La plateforme « boîte noire » utilise une poignée de modèles de vision par ordinateur et produit une série de courtes séquences vidéo et un tableau de bord de statistiques, comme la quantité de sang perdue, les instruments utilisés et le nombre de perturbations auditives. Le système identifie également les segments clés de la procédure (dissection, résection et fermeture), de sorte qu’au lieu d’avoir à regarder un enregistrement complet de trois ou quatre heures, les chirurgiens peuvent passer directement à la partie de l’opération où, par exemple, il y a eu une hémorragie importante ou une agrafeuse chirurgicale qui a mal fonctionné.

Un algorithme déforme la voix des personnes et estompe leur visage, les transformant en silhouettes sombres, semblables à des personnages de roman noir. « Pour un tel projet, le respect de la vie privée et la confidentialité sont essentiels », explique M. Grantcharov, qui affirme que le processus d’anonymisation est irréversible. « Même si l’on sait ce qui s’est passé, on ne peut pas vraiment l’utiliser contre une personne. »
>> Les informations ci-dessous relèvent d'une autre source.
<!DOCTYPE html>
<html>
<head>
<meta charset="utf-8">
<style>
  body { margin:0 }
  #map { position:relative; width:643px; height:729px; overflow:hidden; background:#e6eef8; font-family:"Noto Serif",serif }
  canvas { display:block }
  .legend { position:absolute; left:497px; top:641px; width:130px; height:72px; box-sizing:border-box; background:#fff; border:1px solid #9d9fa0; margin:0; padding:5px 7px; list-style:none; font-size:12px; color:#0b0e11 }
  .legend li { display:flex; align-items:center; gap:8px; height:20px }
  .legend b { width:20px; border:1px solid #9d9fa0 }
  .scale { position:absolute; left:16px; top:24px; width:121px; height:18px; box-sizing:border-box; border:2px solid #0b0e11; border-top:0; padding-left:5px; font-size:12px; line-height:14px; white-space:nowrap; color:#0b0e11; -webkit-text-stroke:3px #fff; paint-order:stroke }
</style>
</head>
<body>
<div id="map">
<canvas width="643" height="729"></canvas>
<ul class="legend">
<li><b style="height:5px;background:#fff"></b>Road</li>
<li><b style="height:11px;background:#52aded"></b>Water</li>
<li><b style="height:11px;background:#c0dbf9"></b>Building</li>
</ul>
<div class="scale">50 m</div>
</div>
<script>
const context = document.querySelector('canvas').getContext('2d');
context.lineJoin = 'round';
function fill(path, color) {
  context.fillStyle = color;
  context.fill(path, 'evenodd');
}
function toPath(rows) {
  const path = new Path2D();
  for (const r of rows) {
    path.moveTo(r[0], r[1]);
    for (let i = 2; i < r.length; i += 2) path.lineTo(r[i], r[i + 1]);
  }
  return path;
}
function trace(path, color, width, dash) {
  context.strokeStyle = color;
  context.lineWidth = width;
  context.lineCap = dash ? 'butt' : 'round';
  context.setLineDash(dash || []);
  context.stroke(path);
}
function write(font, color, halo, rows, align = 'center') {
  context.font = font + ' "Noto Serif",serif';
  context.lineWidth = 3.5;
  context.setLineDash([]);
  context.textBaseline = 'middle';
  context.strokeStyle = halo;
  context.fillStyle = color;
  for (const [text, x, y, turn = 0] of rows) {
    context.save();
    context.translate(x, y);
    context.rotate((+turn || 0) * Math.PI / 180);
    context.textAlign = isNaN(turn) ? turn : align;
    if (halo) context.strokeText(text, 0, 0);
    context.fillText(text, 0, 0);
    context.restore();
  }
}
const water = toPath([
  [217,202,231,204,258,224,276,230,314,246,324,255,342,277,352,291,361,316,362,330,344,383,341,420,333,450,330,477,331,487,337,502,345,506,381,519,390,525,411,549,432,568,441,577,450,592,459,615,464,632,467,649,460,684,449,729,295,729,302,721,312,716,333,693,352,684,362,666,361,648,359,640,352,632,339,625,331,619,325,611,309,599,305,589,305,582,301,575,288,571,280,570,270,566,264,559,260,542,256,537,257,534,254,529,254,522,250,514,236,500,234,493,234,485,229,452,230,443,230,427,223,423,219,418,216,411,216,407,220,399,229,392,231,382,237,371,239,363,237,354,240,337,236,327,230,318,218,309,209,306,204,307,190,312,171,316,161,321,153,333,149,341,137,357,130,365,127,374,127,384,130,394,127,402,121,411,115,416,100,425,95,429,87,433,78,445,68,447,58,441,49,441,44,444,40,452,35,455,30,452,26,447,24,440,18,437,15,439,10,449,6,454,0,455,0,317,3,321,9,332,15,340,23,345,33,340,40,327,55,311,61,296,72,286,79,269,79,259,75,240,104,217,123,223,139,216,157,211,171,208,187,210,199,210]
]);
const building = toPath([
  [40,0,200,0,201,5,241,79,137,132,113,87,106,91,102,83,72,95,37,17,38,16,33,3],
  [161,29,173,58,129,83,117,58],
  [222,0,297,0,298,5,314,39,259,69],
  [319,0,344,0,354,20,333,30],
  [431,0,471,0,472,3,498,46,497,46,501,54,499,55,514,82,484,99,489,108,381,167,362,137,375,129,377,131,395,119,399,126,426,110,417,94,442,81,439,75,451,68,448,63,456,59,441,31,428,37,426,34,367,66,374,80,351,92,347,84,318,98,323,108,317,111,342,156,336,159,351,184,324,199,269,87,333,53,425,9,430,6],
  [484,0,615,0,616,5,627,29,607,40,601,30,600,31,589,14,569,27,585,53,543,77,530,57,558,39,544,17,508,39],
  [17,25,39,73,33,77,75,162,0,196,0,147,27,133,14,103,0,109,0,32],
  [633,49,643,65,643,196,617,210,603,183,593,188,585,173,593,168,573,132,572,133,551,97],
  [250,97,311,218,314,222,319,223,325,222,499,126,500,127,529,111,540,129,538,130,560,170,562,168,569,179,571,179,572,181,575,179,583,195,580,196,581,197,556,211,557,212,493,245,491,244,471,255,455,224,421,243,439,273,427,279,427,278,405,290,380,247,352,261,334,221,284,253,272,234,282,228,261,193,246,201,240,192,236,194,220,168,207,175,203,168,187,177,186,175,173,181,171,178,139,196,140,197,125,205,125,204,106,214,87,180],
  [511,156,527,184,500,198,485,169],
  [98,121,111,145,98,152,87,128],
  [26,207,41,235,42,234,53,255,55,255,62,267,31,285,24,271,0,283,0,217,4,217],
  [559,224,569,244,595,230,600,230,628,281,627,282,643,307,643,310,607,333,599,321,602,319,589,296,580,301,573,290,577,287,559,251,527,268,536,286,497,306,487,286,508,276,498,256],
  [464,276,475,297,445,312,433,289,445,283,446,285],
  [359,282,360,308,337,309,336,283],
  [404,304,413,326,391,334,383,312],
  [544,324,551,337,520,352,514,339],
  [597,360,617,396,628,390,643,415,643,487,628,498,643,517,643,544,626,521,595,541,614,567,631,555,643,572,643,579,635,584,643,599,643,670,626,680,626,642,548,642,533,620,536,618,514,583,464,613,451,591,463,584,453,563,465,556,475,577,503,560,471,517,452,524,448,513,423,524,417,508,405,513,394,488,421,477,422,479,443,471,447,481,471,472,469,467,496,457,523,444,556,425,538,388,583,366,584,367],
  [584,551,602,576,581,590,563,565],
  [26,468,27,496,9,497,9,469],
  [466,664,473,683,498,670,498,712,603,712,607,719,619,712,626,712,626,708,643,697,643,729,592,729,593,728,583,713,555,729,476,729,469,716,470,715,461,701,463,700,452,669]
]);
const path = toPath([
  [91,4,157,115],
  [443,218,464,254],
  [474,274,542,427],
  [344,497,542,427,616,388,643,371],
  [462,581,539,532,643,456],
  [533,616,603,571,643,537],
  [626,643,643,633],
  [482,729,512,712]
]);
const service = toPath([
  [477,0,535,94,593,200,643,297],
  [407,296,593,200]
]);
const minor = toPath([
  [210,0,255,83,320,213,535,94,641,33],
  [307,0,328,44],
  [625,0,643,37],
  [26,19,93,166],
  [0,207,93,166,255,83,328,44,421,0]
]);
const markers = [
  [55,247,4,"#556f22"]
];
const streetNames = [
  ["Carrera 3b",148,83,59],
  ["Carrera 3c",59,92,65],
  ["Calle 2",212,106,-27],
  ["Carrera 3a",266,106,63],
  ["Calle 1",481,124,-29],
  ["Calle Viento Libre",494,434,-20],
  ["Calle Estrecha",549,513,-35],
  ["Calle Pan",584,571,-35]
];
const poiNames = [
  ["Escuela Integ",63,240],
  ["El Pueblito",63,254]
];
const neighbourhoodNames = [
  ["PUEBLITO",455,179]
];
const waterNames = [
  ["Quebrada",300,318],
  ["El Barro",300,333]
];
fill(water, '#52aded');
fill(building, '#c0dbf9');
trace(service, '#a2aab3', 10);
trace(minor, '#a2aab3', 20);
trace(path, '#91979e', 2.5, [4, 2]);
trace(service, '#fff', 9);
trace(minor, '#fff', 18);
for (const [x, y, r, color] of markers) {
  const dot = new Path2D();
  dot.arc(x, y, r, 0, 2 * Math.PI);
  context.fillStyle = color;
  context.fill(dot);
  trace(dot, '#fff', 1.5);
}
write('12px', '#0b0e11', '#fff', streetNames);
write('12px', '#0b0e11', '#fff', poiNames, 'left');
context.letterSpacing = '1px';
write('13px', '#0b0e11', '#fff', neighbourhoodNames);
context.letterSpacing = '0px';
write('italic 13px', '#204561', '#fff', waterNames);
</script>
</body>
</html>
Un autre modèle d’IA permet d’évaluer les performances. Pour l’instant, cela se fait principalement en mesurant la conformité à la liste de contrôle de la sécurité chirurgicale, un questionnaire qui doit être coché verbalement lors de chaque type d’opération chirurgicale. (Cette liste de contrôle est depuis longtemps associée à une réduction des infections chirurgicales et de la mortalité globale).

L’équipe de Grantcharov travaille actuellement à la formation d’algorithmes plus complexes pour détecter les erreurs commises au cours de la chirurgie laparoscopique, telles que l’utilisation d’une force excessive sur les instruments, la tenue des instruments dans le mauvais sens ou l’absence d’une vision claire de la zone chirurgicale. Toutefois, l’évaluation de ces paramètres de performance s’est avérée plus difficile que la mesure de la conformité à la liste de contrôle. « Certains éléments sont quantifiables, d’autres nécessitent un jugement », explique M. Grantcharov.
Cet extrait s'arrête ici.